▼

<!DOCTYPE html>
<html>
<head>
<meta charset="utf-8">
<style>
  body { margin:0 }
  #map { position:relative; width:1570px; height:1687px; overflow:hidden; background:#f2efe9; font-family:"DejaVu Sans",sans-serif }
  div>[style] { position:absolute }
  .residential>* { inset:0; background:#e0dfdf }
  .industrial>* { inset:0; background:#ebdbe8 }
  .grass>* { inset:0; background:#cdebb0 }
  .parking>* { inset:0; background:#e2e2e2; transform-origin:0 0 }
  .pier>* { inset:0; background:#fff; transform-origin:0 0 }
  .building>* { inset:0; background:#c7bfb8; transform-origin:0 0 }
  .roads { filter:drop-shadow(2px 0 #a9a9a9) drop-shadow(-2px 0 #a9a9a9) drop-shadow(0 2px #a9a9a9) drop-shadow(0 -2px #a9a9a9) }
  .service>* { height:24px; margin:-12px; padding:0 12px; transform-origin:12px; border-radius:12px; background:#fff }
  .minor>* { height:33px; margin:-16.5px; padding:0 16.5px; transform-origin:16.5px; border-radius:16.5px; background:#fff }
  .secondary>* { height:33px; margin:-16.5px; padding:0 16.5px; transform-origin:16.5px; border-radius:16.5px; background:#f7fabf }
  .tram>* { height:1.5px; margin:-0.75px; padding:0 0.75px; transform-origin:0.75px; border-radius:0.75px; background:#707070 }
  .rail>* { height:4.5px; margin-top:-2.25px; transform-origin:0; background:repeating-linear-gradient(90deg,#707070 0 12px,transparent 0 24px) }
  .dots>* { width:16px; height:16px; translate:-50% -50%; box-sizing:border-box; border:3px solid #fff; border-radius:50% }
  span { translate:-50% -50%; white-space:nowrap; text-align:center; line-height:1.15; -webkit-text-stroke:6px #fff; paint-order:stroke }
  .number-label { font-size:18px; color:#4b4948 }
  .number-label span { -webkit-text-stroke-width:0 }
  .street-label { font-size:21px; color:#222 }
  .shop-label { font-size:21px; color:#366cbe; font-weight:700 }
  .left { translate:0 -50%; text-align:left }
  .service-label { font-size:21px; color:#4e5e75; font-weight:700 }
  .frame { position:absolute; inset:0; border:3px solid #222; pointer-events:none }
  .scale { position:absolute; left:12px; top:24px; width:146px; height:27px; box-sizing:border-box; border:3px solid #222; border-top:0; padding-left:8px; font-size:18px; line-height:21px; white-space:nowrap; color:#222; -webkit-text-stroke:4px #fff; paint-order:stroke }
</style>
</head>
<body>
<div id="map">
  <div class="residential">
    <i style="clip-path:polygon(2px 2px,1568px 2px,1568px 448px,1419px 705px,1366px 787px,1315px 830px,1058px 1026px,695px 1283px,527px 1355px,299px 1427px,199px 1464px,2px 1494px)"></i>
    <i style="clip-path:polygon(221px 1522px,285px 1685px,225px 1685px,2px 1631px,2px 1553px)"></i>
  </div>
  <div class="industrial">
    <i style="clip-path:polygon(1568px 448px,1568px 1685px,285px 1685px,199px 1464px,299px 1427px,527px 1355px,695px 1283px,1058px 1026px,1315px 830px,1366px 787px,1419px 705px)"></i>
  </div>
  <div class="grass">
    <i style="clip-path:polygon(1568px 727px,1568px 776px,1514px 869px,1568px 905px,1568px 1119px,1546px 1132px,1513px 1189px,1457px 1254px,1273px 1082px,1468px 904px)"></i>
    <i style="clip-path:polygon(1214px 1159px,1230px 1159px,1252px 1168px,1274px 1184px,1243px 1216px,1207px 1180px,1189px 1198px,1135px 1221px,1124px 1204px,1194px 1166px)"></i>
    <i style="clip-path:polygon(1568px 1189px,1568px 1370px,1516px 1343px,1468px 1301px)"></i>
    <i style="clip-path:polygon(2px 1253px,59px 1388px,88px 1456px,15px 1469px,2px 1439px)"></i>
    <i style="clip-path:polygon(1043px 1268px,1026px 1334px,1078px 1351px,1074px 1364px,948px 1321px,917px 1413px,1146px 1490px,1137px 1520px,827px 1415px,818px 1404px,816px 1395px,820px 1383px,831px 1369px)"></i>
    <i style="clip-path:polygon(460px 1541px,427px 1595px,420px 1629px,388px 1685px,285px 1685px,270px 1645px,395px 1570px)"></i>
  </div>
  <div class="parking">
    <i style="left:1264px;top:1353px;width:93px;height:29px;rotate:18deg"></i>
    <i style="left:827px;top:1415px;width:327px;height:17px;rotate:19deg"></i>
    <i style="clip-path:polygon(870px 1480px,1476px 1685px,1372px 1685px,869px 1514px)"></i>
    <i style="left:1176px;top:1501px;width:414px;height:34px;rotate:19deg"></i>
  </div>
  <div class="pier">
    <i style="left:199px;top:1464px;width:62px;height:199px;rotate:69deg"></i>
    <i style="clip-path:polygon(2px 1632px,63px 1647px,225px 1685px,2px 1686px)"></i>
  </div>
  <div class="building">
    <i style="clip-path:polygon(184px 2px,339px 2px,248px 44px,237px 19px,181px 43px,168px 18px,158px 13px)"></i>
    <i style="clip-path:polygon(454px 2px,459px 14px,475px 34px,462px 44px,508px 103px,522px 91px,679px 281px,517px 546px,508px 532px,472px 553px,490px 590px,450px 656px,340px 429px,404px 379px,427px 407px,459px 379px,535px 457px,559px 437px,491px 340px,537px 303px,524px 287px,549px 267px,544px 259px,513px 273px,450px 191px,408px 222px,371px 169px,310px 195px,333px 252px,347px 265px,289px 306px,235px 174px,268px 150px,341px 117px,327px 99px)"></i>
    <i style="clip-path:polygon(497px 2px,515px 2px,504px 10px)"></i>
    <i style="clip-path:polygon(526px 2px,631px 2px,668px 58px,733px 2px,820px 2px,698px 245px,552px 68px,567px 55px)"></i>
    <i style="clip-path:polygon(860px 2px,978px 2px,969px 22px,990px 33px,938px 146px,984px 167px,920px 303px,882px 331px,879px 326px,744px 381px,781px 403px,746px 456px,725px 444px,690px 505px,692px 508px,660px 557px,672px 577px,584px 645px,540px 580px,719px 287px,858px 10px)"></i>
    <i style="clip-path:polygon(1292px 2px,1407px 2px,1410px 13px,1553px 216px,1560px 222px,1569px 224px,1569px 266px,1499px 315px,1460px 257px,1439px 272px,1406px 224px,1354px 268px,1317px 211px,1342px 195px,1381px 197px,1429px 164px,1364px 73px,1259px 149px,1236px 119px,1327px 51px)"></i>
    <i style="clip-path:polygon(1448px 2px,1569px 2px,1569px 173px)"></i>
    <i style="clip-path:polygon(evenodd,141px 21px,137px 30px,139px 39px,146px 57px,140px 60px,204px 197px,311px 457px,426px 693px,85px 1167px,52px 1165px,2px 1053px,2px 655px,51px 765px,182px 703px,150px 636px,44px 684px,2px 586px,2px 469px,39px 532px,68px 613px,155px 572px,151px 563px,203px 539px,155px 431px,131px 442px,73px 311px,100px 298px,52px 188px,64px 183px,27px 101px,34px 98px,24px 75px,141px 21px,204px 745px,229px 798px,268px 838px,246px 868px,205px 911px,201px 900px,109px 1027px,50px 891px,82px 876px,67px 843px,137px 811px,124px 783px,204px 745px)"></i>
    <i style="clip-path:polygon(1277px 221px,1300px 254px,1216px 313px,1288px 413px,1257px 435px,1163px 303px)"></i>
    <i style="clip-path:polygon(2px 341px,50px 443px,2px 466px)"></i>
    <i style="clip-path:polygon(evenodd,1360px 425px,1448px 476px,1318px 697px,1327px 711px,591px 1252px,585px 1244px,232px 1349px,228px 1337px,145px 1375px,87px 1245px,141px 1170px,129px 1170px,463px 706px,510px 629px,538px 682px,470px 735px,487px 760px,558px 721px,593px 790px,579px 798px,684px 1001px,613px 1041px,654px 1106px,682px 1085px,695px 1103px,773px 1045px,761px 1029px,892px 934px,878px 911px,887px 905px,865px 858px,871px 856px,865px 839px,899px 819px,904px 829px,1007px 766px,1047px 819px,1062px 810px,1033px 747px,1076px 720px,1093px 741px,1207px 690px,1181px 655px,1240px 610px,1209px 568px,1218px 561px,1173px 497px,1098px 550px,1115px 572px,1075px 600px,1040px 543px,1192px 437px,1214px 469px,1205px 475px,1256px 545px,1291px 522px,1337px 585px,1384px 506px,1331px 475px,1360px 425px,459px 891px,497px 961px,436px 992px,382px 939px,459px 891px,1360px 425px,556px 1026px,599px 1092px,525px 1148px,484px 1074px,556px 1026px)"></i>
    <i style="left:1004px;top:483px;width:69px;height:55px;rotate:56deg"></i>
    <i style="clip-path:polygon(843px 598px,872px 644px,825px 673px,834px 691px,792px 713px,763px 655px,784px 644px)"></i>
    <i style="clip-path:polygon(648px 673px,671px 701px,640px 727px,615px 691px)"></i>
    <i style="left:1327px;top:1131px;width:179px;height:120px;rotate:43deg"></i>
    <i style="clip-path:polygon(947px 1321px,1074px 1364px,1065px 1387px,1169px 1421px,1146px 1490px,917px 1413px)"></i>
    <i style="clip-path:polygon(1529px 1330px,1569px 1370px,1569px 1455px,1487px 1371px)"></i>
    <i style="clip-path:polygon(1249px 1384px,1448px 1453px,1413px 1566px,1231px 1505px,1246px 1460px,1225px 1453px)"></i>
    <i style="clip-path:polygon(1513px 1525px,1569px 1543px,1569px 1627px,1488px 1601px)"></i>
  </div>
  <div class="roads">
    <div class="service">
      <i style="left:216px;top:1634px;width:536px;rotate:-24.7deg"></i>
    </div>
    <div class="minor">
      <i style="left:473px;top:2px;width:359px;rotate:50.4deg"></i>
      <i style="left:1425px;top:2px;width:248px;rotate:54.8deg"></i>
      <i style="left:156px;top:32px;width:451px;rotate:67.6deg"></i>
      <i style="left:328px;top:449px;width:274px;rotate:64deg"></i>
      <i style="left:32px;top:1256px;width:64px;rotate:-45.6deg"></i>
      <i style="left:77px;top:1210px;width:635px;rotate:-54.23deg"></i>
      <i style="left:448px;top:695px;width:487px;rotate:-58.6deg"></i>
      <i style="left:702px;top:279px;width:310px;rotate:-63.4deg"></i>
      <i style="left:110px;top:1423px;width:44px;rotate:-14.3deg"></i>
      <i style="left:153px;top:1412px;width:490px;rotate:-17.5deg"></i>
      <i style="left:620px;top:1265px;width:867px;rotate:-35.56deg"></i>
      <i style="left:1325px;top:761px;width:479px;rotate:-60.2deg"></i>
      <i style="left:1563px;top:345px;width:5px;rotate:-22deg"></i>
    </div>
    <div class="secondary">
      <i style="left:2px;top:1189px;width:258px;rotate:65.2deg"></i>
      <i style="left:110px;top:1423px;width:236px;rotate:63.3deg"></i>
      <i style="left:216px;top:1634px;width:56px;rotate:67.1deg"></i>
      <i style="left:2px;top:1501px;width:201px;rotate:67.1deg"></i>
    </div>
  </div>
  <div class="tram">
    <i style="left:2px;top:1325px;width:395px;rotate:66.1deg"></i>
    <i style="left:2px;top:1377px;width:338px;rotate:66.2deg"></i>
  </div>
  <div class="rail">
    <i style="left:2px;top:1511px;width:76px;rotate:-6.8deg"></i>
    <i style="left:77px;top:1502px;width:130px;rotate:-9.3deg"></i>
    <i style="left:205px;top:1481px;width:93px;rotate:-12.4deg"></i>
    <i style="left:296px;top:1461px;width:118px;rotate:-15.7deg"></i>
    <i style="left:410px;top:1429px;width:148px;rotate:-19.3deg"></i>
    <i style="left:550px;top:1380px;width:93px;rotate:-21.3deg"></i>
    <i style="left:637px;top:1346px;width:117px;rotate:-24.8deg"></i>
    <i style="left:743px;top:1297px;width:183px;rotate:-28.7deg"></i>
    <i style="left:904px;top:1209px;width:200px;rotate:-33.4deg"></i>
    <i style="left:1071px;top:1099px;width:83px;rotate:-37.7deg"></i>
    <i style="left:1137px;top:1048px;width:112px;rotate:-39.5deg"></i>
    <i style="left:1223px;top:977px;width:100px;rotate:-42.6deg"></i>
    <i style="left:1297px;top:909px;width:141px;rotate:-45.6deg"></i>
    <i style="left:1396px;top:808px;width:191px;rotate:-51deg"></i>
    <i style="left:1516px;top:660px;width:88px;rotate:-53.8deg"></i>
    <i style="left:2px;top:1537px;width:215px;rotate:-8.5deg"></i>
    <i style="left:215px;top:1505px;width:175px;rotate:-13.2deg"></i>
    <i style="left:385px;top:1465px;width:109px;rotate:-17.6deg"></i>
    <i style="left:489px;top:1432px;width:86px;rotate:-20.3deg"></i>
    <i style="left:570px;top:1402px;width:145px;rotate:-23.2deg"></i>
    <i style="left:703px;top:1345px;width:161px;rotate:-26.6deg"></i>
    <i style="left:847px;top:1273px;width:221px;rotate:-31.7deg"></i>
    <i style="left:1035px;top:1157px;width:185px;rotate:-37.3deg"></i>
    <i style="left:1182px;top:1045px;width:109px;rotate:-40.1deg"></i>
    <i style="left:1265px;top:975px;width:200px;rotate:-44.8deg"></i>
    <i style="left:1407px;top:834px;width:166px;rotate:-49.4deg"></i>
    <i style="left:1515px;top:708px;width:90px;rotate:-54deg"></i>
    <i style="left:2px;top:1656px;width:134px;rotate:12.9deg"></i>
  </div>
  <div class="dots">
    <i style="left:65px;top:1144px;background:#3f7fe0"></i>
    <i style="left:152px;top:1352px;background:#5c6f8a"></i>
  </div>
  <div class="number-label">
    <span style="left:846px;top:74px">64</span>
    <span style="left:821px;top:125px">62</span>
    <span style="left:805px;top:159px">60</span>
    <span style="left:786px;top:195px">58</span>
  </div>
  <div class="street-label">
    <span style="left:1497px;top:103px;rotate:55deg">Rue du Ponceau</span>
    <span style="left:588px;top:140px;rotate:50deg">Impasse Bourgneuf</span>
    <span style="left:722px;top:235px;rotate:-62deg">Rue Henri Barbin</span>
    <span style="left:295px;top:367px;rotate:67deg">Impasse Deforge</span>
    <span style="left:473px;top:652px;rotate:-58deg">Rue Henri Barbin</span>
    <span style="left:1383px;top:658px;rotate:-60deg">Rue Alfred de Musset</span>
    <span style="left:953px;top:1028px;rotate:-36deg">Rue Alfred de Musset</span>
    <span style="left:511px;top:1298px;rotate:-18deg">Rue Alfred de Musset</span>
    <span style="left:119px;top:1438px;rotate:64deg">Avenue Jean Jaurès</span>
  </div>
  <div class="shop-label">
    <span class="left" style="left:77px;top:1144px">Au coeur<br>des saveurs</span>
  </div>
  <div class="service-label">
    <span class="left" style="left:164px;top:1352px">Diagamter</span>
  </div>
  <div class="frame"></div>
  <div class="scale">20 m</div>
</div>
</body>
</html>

▲

• ABOUT THIS EXERCISE:
Exactly as they stand, please print the lines from the first line of the records above down to the line that includes "position:relative; width:1570px; height:1687px;", both of those included and no others.

• ANSWER BOX:
<!DOCTYPE html>
<html>
<head>
<meta charset="utf-8">
<style>
  body { margin:0 }
  #map { position:relative; width:1570px; height:1687px; overflow:hidden; background:#f2efe9; font-family:"DejaVu Sans",sans-serif }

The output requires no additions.